The $63,000 Question
When is a basket worth $63,000? Last June, an Ohio basket collector shattered records when he paid that much for a rare twilled basket with two maple handles at the Willis Henry Shaker Auction in Old Chatham, NY. The six-inch by two-inch mini marvel was in excellent condition and had a clear provenance from a noted collection. It also had its original chrome-yellow finish.
The box had been a gift from Sister Eleanor Philbrook of the Sabbathday Lake Community in Maine to Alice Schwerdtfeger. Their daughter, Viola Schwerdtfeger Macomber, remembers how the basket came into her family.
“My parents, Gus and Alice Schwerdtfeger, and I moved to New Gloucester in 1945. Our huge farm house was on Route 26, right next to the Shaker Village at Sabbathday Lake. After a house fire that destroyed everything in 1947, Eldress Prudence Stickney insisted we live at the village until my dad could build a new home. The three of us lived in the then post office building with Sisters Eleanor Philbrook, Marie Burgess, and Lillian Beckwith. As dad worked on our new home, mom worked with the Sisters, and I attended Shaker school. Friendship deepened, and after we moved into our renovated one-room school house on the old foundation, still next door, we were still considered family. My mom continued to help the Sisters, and dad started working with and for Brother Delmar Wilson making oval boxes.
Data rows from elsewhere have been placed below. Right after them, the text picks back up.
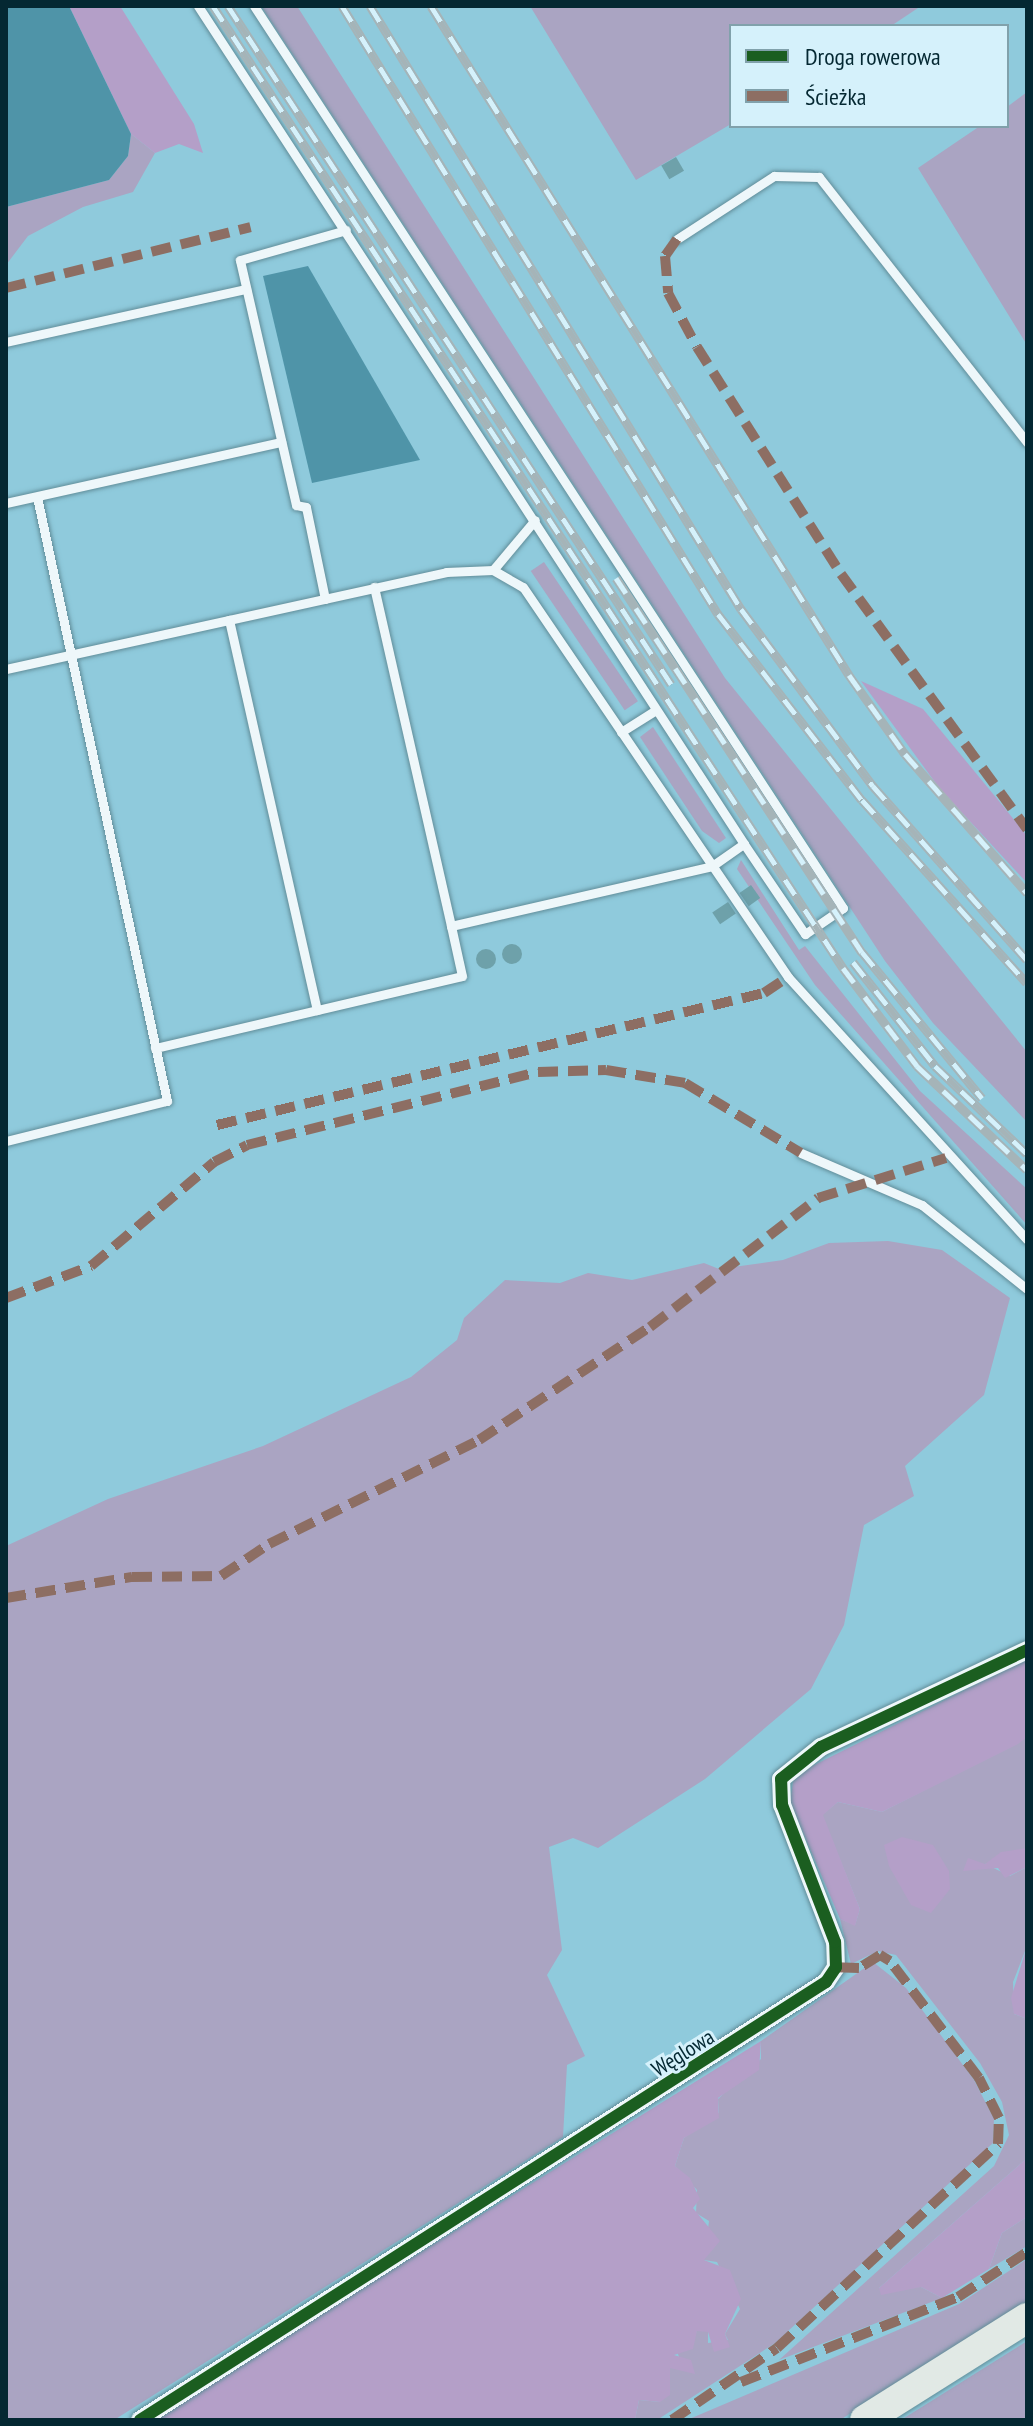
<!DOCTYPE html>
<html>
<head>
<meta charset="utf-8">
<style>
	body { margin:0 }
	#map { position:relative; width:1033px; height:2426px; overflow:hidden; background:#8fcadc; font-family:"PT Sans Narrow",sans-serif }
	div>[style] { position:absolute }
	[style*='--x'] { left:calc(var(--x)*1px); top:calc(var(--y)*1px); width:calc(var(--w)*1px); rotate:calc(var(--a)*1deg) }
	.green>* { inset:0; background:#aaa4c2; transform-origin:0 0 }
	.forest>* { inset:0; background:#b49fc8 }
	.water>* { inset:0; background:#4f94a8 }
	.building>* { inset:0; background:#6ea1aa; transform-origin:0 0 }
	.round { border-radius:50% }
	.roads { filter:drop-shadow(0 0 2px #618d99) drop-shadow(0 0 2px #618d99) }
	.lane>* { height:9px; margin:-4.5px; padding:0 4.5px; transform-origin:4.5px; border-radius:4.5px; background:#eef7fa }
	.street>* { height:18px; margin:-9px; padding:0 9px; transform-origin:9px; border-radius:9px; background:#eef7fa }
	.primary>* { height:30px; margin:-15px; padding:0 15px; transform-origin:15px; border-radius:15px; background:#e1e9e5 }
	.rail>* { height:9px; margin-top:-4.5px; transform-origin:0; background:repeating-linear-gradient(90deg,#d5f1fb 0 18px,#a5b4b8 0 36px); box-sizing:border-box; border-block:2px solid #a5b4b8 }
	.quiet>* { height:10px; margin-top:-5px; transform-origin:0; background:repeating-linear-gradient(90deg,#8d6e63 0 20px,transparent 0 30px) }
	.cycleway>* { height:12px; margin:-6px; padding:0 6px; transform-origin:6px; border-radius:6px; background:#1b5e20 }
	span { translate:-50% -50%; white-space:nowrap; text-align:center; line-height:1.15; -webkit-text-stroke:6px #d5f1fb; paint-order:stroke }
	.street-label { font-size:22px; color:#042832 }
	.frame { position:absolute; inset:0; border:8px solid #042832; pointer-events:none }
	.legend { position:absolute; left:729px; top:24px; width:280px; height:104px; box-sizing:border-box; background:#d5f1fb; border:2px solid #81a1ab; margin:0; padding:10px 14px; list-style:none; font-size:24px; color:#042832 }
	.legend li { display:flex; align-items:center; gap:16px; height:40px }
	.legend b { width:40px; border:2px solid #81a1ab }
</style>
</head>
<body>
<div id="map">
	<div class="green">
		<div style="clip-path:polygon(261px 6px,297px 6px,725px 678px,1027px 1052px,1027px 1122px,933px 1023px,885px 961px)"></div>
		<div style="clip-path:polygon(530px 6px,921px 6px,891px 26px,731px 26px,731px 124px,636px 180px)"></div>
		<div style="clip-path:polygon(1027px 92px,1027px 345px,918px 168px,980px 126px,1007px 126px,1007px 107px)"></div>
		<div style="clip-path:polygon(131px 134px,155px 153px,133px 192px,83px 207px,28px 236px,6px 265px,6px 207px,109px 180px,128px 156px)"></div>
		<div style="left:544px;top:562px;width:168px;height:16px;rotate:56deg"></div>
		<div style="clip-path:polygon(653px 727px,726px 838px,719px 843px,702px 831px,640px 737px)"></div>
		<div style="clip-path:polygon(741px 860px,799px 950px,805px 946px,920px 1091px,1027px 1189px,1027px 1225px,815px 985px,737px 869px)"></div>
		<div style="clip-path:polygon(888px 1241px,942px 1250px,1010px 1298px,984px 1395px,905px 1466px,914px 1496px,864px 1525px,844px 1625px,811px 1689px,705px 1779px,598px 1848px,573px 1838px,549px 1847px,562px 1950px,547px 1975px,585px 2056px,567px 2065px,563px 2137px,114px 2420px,6px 2420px,6px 1546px,108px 1499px,263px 1446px,411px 1377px,457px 1340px,464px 1318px,505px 1280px,560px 1283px,588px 1273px,632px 1280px,704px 1263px,719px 1269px,783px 1260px,829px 1243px)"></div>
		<div style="clip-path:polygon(1027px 1737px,1027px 1848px,985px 1864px,1010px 1876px,1027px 1867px,1027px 1946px,1013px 1982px,1014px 2014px,1027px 2019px,1027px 2158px,879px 2288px,921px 2287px,942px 2298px,779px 2360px,994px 2166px,1009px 2135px,1002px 2102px,980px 2063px,896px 1955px,878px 1951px,851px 1964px,840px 1919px,855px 1925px,860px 1909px,822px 1815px,838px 1802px,882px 1812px)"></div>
		<div style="clip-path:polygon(873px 1962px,906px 1988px,974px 2080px,994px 2119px,993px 2143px,775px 2343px,657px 2420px,635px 2420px,639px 2400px,660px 2402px,670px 2367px,681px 2362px,676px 2349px,688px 2349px,697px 2331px,708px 2331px,708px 2343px,728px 2340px,725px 2334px,740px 2309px,717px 2262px,704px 2260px,709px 2221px,696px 2213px,697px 2190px,675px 2166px,684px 2138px,719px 2113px,718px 2099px,761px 2059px,761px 2041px)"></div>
		<div style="clip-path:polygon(1027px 2217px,1027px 2246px,989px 2269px,1002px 2233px)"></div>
		<div style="clip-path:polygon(1027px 2259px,1027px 2302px,840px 2420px,687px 2420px,959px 2304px)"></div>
		<div style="clip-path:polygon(1027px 2341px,1027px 2420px,901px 2420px)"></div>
	</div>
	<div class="forest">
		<div style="clip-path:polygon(69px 6px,120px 6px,194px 124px,203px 153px,179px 144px,155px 153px,131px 134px)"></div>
		<div style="clip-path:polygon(861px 681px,923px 709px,1003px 806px,1027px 836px,1027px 883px,940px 789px)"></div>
		<div style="clip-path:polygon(1027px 1659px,1027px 1737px,1018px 1744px,882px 1812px,838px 1802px,823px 1815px,860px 1909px,855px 1926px,840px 1919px,790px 1802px,794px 1775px)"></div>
		<div style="clip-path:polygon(902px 1837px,933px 1845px,949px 1871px,950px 1889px,931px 1913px,911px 1905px,889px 1866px,884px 1845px)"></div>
		<div style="clip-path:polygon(1027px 1848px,1027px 1867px,1005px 1878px,998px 1868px,963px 1871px,968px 1858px,985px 1864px,1001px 1852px)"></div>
		<div style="clip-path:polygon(1027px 1946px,1027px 2019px,1014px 2014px,1011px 1998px)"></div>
		<div style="clip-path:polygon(761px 2041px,759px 2070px,718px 2098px,719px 2118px,684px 2138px,675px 2166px,690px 2178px,700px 2199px,693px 2208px,720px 2241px,704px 2260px,730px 2270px,741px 2299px,725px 2334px,730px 2347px,714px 2352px,708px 2332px,697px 2331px,693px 2349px,674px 2355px,691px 2360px,695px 2374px,670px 2368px,670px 2395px,660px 2402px,639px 2400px,635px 2420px,150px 2420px)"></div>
		<div style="clip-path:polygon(1027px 2158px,1027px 2217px,1002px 2233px,989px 2269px,942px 2298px,921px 2287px,881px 2295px,879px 2288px)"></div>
	</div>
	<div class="water">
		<div style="clip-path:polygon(6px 6px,69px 6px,131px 134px,128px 156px,109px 180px,6px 207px)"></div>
		<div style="clip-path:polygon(308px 266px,420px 460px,312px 483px,263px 276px)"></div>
	</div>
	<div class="building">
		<div style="left:676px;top:157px;width:16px;height:17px;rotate:60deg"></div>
		<div style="left:751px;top:885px;width:16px;height:14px;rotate:55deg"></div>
		<div style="left:728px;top:902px;width:14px;height:19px;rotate:56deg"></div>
		<div class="round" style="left:502px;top:944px;width:20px;height:20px"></div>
		<div class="round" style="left:476px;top:949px;width:20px;height:20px"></div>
	</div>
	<div class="roads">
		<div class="lane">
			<div style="--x:198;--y:6;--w:1000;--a:56.91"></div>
			<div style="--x:677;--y:239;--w:116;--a:-33"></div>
			<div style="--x:774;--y:176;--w:45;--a:1.3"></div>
			<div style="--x:819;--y:177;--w:337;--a:51.9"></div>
			<div style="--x:6;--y:342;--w:246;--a:-12.5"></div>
			<div style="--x:6;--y:503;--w:282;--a:-12.5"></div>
			<div style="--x:493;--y:570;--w:65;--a:-50"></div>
			<div style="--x:374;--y:587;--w:348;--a:77.2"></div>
			<div style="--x:325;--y:599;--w:94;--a:-101.7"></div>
			<div style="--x:306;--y:507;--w:10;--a:-169"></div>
			<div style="--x:296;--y:505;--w:251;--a:-102.9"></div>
			<div style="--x:240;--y:260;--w:110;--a:-15.8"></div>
			<div style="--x:229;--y:620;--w:400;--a:77.3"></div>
			<div style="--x:6;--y:669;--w:451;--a:-12.4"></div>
			<div style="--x:446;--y:572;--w:47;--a:-2.4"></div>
			<div style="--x:493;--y:570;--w:34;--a:30"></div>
			<div style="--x:523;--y:587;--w:472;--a:55.8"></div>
			<div style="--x:788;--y:977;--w:355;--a:47.7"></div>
			<div style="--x:621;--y:732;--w:41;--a:-32.2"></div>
			<div style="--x:155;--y:1048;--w:315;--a:-13.2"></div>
			<div style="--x:462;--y:976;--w:51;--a:-102.4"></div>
			<div style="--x:451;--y:926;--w:268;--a:-12.9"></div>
			<div style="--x:712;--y:866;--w:39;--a:-35"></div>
			<div style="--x:744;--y:844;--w:109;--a:55.9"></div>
			<div style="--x:805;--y:934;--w:46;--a:-34.4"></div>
			<div style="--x:843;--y:908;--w:1077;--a:-123.14"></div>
			<div style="--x:6;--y:1141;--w:166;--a:-14"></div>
			<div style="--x:167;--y:1101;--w:618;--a:-102.15"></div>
			<div style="--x:801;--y:1153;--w:132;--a:23.3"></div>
			<div style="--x:922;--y:1205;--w:134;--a:38.7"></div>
		</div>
		<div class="street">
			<div style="--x:140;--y:2420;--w:814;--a:-32.56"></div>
			<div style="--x:826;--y:1982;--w:18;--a:-56"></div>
			<div style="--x:836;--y:1967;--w:25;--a:-92"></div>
			<div style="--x:835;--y:1942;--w:147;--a:-111.1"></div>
			<div style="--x:782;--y:1805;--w:26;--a:-92"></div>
			<div style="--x:781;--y:1779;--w:51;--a:-38.7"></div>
			<div style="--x:821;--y:1747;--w:228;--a:-25.2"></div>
		</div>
		<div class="primary">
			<div style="--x:865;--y:2420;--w:191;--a:-32.2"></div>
		</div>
	</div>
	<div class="rail">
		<div style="--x:213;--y:6;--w:1150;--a:56.78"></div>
		<div style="--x:843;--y:968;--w:123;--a:52.9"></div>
		<div style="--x:917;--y:1066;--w:151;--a:43.4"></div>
		<div style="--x:228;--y:6;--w:810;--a:56.84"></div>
		<div style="--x:342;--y:6;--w:715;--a:58.27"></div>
		<div style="--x:718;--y:614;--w:235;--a:52.3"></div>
		<div style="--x:862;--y:800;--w:246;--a:48"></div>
		<div style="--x:370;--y:6;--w:708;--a:58.4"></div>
		<div style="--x:741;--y:609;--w:221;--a:53.3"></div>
		<div style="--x:873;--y:786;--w:232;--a:48.5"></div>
		<div style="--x:431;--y:6;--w:789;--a:58"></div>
		<div style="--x:849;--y:675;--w:97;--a:54.7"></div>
		<div style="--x:905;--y:754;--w:185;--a:48.7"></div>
		<div style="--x:616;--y:578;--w:448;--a:56.7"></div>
		<div style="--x:862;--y:952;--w:189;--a:50.6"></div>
		<div style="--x:853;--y:962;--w:132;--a:51.7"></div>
		<div style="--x:935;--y:1066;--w:127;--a:43.7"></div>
	</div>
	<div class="quiet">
		<div style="--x:677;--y:239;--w:21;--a:125"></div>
		<div style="--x:665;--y:256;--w:37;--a:85"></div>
		<div style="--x:668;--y:293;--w:61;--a:61.8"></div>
		<div style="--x:697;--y:347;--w:269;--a:57.6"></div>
		<div style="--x:841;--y:574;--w:316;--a:53.9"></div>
		<div style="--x:6;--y:288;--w:252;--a:-14"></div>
		<div style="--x:217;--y:1125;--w:563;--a:-13.57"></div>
		<div style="--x:764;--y:993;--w:29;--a:-34"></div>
		<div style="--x:6;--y:1298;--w:91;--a:-20.6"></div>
		<div style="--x:91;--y:1266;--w:161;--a:-40.2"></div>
		<div style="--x:214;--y:1162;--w:37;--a:-27"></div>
		<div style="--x:247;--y:1145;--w:300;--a:-14.1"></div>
		<div style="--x:538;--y:1072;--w:68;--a:-1.7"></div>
		<div style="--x:606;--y:1070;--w:80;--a:9.3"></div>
		<div style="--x:685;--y:1083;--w:135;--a:31.1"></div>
		<div style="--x:6;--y:1598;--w:128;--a:-9.5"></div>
		<div style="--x:132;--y:1577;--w:89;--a:-0.6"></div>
		<div style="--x:221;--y:1576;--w:58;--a:-33.7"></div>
		<div style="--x:269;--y:1544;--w:234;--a:-26.3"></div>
		<div style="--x:479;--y:1440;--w:205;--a:-33.5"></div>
		<div style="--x:650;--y:1327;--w:212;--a:-37.5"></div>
		<div style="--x:818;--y:1198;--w:134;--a:-17.4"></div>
		<div style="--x:741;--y:2382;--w:233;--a:-21.4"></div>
		<div style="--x:958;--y:2297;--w:82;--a:-33.1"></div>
		<div style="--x:672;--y:2420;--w:127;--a:-34.4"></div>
		<div style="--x:777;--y:2348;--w:301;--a:-42.7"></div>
		<div style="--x:998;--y:2144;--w:26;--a:-88"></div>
		<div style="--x:999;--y:2118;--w:45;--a:-116.6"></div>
		<div style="--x:979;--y:2078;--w:147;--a:-127.3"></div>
		<div style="--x:890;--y:1961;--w:12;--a:-149"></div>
		<div style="--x:880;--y:1955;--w:25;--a:148"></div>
		<div style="--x:859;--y:1968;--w:23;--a:-178"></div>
	</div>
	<div class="cycleway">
		<div style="--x:140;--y:2420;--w:814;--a:-32.56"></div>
		<div style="--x:826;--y:1982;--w:18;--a:-56"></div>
		<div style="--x:836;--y:1967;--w:25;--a:-92"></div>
		<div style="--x:835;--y:1942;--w:147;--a:-111.1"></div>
		<div style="--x:782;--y:1805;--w:26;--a:-92"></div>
		<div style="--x:781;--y:1779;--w:51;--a:-38.7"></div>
		<div style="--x:821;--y:1747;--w:228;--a:-25.2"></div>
	</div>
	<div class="street-label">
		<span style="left:683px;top:2053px;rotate:-32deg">Węglowa</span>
	</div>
	<div class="frame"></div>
	<ul class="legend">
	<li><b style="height:10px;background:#1b5e20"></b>Droga rowerowa</li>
	<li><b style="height:10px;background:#8d6e63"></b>Ścieżka</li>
	</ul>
</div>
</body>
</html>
Gifts were frequently exchanged on birthdays, and Sister Eleanor gave my mom the basket on one of those occasions in the 1950s.”
The basket remained with Alice, who died in 1999, and then was passed down to Viola. “When I realized what a treasure the basket truly was, I knew I had to part with it so that it could be appreciated,” she said. “Keeping it in a cardboard box in a closet wasn’t right.”